■ **Description of the task**
Among the entries below, how many lines include "above"? Give the number alone.

# # # # # # #

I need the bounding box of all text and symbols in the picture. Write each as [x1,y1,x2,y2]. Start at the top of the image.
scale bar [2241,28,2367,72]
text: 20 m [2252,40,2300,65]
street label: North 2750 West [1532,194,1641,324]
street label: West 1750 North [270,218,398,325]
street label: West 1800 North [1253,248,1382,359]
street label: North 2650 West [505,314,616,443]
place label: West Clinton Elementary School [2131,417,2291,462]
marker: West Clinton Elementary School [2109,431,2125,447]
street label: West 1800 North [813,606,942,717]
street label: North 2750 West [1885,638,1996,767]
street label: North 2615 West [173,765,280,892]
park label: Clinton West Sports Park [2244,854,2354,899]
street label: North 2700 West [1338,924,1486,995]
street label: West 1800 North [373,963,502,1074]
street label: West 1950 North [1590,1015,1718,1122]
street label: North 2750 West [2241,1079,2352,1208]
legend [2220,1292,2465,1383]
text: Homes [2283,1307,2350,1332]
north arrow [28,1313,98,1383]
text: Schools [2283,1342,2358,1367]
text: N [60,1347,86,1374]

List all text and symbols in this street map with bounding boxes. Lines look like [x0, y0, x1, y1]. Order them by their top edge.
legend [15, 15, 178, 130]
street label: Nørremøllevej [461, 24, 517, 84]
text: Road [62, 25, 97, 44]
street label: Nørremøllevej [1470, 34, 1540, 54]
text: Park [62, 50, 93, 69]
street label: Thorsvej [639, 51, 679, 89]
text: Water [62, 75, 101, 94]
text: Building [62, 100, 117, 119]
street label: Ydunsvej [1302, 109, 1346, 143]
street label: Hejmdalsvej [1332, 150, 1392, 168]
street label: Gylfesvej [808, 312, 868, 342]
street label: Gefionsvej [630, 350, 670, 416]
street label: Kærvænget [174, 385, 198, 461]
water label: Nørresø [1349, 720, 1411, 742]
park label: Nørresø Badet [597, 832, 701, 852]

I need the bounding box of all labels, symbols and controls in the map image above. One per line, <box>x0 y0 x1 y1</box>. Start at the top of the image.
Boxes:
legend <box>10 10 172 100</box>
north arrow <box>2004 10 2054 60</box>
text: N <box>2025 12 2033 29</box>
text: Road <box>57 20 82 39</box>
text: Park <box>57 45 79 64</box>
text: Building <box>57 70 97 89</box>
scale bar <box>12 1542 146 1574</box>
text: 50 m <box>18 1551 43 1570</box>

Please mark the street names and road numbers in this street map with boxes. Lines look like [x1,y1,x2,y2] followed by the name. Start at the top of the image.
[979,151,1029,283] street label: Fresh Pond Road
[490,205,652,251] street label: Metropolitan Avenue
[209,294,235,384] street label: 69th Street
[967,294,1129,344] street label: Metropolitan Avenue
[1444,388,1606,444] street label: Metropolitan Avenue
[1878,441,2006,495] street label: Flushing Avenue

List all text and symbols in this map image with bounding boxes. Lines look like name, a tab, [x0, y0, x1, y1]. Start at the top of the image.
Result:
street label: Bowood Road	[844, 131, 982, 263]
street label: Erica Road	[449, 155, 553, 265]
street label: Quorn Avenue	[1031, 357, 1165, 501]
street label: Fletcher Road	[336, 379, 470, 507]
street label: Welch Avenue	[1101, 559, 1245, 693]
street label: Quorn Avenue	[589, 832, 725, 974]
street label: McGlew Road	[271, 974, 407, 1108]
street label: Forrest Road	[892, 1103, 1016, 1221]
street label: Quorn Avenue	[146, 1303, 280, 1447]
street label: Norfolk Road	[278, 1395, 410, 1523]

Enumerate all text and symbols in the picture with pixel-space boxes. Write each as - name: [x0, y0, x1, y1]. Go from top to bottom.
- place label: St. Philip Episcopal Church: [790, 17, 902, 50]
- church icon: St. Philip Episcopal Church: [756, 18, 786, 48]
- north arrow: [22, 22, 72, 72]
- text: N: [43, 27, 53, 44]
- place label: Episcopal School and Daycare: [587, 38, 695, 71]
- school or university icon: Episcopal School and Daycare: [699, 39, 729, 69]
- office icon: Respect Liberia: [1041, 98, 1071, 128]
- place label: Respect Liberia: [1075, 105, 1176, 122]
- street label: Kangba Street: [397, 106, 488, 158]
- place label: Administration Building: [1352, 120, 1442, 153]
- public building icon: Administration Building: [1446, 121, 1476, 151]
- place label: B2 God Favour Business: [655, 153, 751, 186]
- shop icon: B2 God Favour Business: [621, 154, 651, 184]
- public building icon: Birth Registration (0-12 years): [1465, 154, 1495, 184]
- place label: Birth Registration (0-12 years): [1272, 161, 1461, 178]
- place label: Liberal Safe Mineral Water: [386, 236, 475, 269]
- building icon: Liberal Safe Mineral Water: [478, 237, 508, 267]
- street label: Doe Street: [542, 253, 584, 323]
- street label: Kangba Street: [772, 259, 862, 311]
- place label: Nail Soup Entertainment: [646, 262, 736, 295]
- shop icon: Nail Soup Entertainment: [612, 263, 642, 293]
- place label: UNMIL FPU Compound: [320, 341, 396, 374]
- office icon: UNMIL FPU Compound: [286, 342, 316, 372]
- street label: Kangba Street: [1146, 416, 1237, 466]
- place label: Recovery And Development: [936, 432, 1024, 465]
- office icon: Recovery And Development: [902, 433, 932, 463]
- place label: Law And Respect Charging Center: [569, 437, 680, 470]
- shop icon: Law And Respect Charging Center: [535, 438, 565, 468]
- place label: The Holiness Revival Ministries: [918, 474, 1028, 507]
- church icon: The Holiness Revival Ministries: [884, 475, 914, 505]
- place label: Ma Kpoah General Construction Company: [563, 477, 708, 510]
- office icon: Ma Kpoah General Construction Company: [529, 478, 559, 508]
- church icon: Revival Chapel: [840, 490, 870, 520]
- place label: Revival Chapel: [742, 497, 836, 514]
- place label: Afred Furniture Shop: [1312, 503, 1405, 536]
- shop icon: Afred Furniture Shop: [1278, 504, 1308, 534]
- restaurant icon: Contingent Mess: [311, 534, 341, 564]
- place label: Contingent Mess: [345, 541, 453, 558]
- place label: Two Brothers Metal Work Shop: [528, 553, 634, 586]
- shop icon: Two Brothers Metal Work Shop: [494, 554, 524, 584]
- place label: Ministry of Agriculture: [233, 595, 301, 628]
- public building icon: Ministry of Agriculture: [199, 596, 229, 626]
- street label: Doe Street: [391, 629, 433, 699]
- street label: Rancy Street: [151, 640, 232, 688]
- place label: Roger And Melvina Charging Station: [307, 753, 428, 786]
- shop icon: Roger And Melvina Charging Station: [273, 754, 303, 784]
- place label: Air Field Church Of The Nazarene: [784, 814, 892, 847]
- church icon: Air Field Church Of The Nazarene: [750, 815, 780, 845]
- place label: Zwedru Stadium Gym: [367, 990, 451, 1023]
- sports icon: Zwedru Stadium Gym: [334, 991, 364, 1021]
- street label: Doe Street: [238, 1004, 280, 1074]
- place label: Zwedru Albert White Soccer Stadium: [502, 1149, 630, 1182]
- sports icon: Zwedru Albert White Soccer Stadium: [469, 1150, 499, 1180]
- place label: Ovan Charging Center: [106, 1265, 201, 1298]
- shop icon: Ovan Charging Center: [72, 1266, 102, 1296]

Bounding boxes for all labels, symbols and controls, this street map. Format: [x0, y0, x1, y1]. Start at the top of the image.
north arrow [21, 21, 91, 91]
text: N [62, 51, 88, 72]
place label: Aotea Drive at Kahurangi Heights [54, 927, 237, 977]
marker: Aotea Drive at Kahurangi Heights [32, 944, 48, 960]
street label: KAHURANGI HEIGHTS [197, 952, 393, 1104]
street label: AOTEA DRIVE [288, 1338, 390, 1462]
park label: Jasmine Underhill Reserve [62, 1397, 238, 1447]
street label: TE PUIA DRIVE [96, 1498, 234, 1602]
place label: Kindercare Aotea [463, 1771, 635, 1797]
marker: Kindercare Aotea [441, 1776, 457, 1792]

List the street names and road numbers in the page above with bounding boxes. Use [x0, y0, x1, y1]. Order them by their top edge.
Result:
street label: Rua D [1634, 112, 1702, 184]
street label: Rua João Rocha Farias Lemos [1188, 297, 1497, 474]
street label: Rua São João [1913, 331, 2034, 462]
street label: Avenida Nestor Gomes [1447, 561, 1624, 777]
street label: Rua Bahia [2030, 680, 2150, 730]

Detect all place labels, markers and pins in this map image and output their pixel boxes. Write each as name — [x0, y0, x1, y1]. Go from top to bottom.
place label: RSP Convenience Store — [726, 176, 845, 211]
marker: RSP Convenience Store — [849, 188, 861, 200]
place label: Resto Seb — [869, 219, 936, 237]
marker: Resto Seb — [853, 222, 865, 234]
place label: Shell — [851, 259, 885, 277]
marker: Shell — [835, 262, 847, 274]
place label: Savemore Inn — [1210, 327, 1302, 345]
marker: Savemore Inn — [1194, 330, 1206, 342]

# # # # # # #

■ **Answer for this exercise**
2